**Work instructions**. What is the number of lines in the entries below that include the word "position"? Provide the number only.

┄┄┄┄┄┄┄┄┄┄

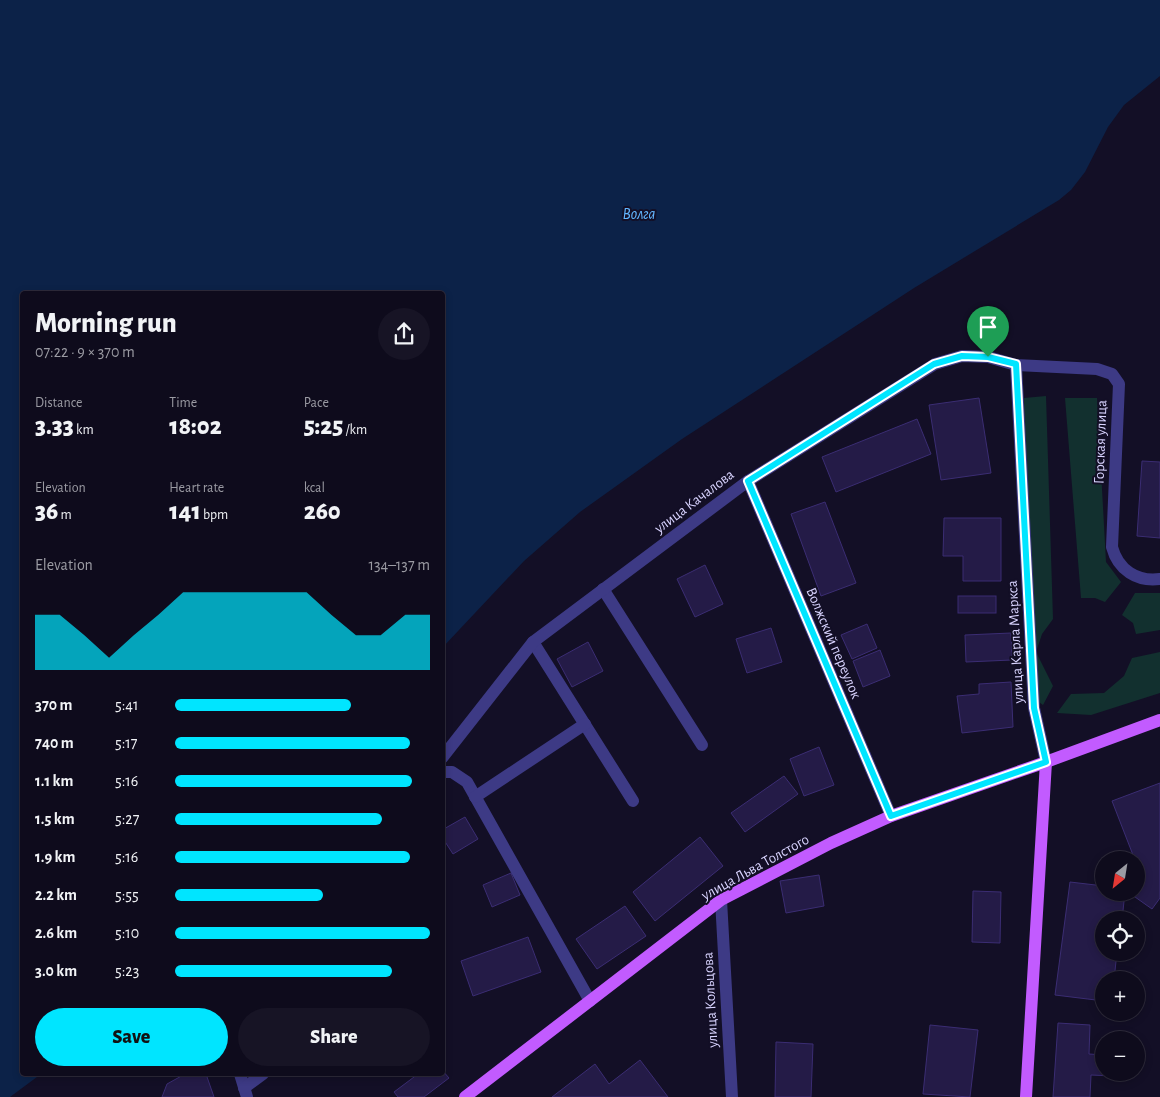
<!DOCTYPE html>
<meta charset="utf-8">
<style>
:root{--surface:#0e0b1c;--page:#171425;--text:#f1f3f6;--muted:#9b9ba3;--line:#2e2b3b;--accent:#00e5ff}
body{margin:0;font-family:"Alegreya Sans",sans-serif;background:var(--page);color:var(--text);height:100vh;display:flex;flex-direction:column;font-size:19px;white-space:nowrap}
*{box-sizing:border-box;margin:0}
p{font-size:16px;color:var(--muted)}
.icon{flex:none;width:28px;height:28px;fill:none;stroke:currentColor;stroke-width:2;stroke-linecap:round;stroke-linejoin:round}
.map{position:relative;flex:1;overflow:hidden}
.sheet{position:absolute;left:20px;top:291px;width:425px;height:785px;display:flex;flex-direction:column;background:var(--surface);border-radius:5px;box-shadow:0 2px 8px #0003,0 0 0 1px var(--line)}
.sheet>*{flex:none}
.needle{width:32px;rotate:210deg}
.fabs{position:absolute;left:1095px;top:851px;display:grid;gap:10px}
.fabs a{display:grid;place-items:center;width:50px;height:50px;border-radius:50%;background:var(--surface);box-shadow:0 2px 8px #0003,0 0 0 1px var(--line);font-size:25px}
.pin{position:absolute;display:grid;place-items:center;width:42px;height:42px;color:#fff;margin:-51px -21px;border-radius:50% 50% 50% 0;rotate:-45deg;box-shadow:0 0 5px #0007}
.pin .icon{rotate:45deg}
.round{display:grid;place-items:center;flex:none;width:52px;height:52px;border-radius:26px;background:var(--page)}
.overview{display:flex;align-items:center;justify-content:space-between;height:85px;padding:0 15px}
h1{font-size:28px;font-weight:800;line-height:38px}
.metrics{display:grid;grid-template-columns:repeat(3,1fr);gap:8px;height:85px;padding:5px 15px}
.metrics div{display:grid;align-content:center}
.metrics b{font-size:25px;font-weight:800}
.metrics small{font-size:14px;font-weight:400}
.metrics p{font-size:14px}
.chart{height:140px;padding:10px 15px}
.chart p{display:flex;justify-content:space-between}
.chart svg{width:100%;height:90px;margin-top:5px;fill:var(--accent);opacity:.7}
.button{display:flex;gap:10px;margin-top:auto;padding:10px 15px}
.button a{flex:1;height:58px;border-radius:30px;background:var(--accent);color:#111;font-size:20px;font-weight:800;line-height:58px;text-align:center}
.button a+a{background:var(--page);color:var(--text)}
ul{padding:0 15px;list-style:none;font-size:16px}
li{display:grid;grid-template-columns:80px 60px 1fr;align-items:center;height:38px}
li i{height:12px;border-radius:6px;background:var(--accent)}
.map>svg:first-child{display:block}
.green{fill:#12302f}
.water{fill:#0c2248}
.building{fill:#241b47;stroke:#3b2d73}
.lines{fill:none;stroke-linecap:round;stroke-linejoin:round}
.minor{stroke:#3d3a85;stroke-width:12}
.major{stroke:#c25bff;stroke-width:12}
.route-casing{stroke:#fff;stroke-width:10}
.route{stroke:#00e5ff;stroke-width:6}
.labels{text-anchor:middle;stroke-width:4;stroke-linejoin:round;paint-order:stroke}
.street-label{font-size:15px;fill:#d9d4ff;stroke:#130f26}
.water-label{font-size:16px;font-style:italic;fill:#62b6ff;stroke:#130f26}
</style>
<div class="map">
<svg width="1160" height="1097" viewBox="0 0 1160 1097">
<rect width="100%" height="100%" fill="#130f26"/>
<g class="green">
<polygon points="1046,396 1053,619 1042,634 1036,652 1053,686 1043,705 1027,693 1024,398"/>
<polygon points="1065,398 1097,398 1106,562 1121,582 1105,602 1095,598 1081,598"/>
<polygon points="1135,593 1160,593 1160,630 1136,634 1133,623 1122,615"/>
<polygon points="1160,652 1160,693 1091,715 1057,713 1071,694 1104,693 1124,676 1132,658"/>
</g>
<polygon class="water" points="0,0 1160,0 1160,76 1124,105 1108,127 1085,172 1071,190 1059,200 914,288 682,439 580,512 524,561 443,647 442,294 22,294 22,1074 41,1074 10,1097 0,1097"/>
<g class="building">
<polygon points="979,398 991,473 941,480 929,405"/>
<polygon points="917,419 931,454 836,492 822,457"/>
<polygon points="1142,461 1160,462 1160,538 1137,536"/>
<polygon points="825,502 856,583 821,596 791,514"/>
<polygon points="944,518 1001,518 1001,581 963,581 963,556 943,556"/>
<polygon points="705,565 723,604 695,617 677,579"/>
<rect x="958" y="596" width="38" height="17"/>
<polygon points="867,624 877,648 852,659 841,635"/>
<polygon points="771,628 782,662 747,673 736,639"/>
<polygon points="1011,633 1012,660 966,662 965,635"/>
<polygon points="588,642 603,671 572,687 557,659"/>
<polygon points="880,650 890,676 863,687 853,661"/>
<polygon points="1011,682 1013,727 962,733 957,696 979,694 979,684"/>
<polygon points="819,747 834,785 804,796 790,759"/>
<polygon points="784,776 798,794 745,832 731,813"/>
<polygon points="1160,783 1160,898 1152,909 1128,892 1136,892 1136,860 1129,860 1133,855 1112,801"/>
<polygon points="465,817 478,839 453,854 442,837 442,830"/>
<polygon points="700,837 723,866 655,921 633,892"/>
<polygon points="511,873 520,895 492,907 483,885"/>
<polygon points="819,875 824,906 786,913 780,881"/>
<polygon points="1070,882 1104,886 1104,892 1125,892 1122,920 1104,920 1104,952 1117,952 1114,980 1104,980 1104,1001 1055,995"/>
<polygon points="973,891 1001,892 1000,943 972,942"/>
<polygon points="625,906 646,936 597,969 576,939"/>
<polygon points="528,937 541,972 473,996 461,961"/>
<polygon points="1058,1023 1090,1025 1089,1054 1104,1055 1104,1072 1112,1072 1112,1076 1091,1075 1090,1097 1053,1097"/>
<polygon points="930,1025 978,1030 970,1097 923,1094"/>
<polygon points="776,1042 813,1044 811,1097 775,1097"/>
<polygon points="640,1060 668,1097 552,1097 595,1064 609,1084"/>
<polygon points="442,1070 449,1078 424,1097 398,1097 394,1092 418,1074 442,1074"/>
<polygon points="185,1074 206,1074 214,1097 162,1097 167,1084"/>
</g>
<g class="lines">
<g class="minor">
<polyline points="1016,365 1034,708 1046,762"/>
<polyline points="748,481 891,816"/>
<polyline points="603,589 702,745"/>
<polyline points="533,642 633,801"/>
<path d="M442,758L533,642L748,481L935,364L962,356L988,357L1016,365L1097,369L1112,374L1119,384L1112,547C1118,570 1137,582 1160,579"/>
<polyline points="442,772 452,772 467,782 590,1001"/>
<polyline points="475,797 585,724"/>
<polyline points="721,900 732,1097"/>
<polyline points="240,1074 247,1097"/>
<polyline points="244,1088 263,1074"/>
</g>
<g class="major">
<polyline points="465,1097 721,900 831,843 891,816 1046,762 1160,720"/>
<polyline points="1026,1097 1046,762"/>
</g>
</g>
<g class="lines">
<g class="route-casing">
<polygon id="route" points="962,356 988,357 1016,364 1034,708 1046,762 891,816 748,481 934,364"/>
</g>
<use href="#route" class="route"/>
</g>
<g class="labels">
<g class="street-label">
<text transform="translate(1100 442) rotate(-88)" y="5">Горская улица</text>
<text transform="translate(694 501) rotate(-37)" y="5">улица Качалова</text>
<text transform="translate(1015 642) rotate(-93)" y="5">улица Карла Маркса</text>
<text transform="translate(834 643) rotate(67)" y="5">Волжский переулок</text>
<text transform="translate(755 867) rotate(-29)" y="5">улица Льва Толстого</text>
<text transform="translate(710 1000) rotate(-93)" y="5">улица Кольцова</text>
</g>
<g class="water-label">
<text x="639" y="219">Волга</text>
</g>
</g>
</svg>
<div class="fabs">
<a><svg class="needle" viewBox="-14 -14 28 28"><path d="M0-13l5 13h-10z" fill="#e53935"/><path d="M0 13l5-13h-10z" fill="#9b9ba3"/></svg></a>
<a><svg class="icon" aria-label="locate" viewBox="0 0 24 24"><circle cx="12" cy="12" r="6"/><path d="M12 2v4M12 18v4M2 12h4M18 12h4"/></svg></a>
<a>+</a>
<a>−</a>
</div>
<div class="pin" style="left:988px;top:357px;background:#1e9e55"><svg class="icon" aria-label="arrive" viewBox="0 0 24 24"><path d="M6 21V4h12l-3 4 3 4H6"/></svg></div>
<section class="sheet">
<div class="overview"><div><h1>Morning run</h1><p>07:22 · 9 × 370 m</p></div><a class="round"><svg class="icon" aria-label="share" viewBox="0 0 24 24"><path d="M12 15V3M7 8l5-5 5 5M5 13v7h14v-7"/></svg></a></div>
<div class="metrics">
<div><p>Distance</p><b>3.33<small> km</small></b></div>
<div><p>Time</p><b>18:02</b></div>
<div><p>Pace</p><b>5:25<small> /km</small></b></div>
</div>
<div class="metrics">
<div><p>Elevation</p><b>36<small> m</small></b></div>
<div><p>Heart rate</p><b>141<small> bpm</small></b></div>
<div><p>kcal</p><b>260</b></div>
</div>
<div class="chart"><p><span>Elevation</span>134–137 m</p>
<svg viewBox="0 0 160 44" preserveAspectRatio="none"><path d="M0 44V17L10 17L20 27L30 38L40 27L50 17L60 6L70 6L80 6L90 6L100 6L110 6L120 17L130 27L140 27L150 17L160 17V44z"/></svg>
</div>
<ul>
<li><b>370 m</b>5:41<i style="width:69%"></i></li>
<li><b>740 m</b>5:17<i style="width:92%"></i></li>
<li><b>1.1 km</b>5:16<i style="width:93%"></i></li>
<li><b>1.5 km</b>5:27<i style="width:81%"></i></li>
<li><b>1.9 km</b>5:16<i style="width:92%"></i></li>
<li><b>2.2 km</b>5:55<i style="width:58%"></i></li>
<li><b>2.6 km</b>5:10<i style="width:100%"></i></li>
<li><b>3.0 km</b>5:23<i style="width:85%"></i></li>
</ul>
<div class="button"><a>Save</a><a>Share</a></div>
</section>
</div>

┄┄┄┄┄┄┄┄┄┄

**Completed exercise**. 4